Our house turns into the house of the villain in a John Buchan thriller, invisible amongst its trees in its sheltered dip in the valley bottom, a house you’d need field glasses and sharp eyes to find. Great Victorian trees thicken around it as May goes on, and the house sinks into the depths of their greenness. On an evening of mist or thin rain the enclosing trees in front of the house take on an aspect of the romantic ballet, full trees beyond shadowy lawns, the theatrical revivals of the years between the wars. The view from the windows composes around the urn placed in line with the door; evening mists move amongst the leaves and the enclosure of the house is complete, with the only gaps in the walls of green the tardy ash trees which do not even come into leaf until the first warmth of June.
I cannot guess why the Victorian who built this house and laid out its grounds was so fond of ash. For all the delicacy of their leaves, they are the last tree in leaf and bare-branched even as the nights draw out to midsummer. This house was built for a childless couple living alone, as the gentrice of the 1880s understood ‘living alone’. Eight square rooms for themselves, a stove-house for the vine, a shaded lawn and a stand of trees beside the water. The life of one of those retiring households who are the protagonists and victims of the ghost stories of M.R. James, although I do not feel that the hauntings of northern Scotland would follow the pattern of James’s stories.
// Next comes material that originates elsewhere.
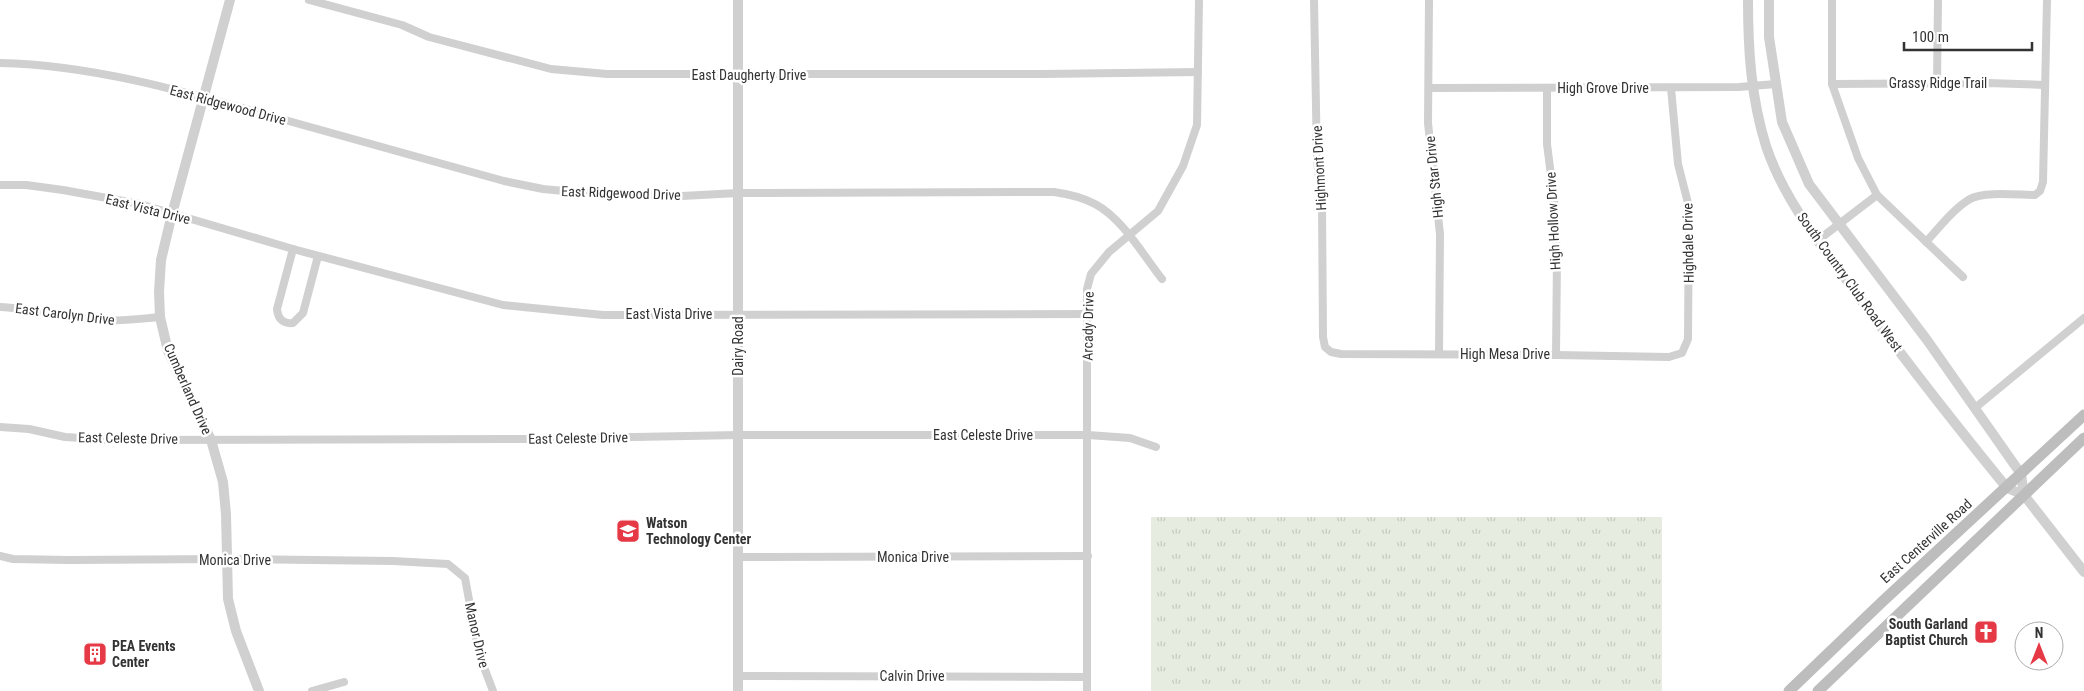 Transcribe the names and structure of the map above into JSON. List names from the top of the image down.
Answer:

As the summer is almost without dark, there is barely a region of twilight in which revenants can operate. The ghost story of summer Aberdeenshire would have to be played out in the brightest noon. Days of summer rain and rainy mist drifting above the pines evoke rather nostalgia and regret and the longing to travel. The scene would have to be laid far into the hills, amongst the scents drawn up by the warmth from the bracken and budding heather. Perhaps in the Cairngorms beyond the isolated Hanoverian fortress at Corgarff, where the road up to the Lecht turns away to the north and only a track continues westwards into the high hills. It would have to be a story of a solitary walker acquiring a ragged companion on that track, a companion persistent and archaic in speech even beyond the old forms which survive here amongst the country people. So many young men were killed at the end of that late, half-secret civil war – volunteers from the glens which join where the star fort stands at the head of Strathdon, round the ruined castle from which the Old Laird of Glenbuchat led his men to their destruction.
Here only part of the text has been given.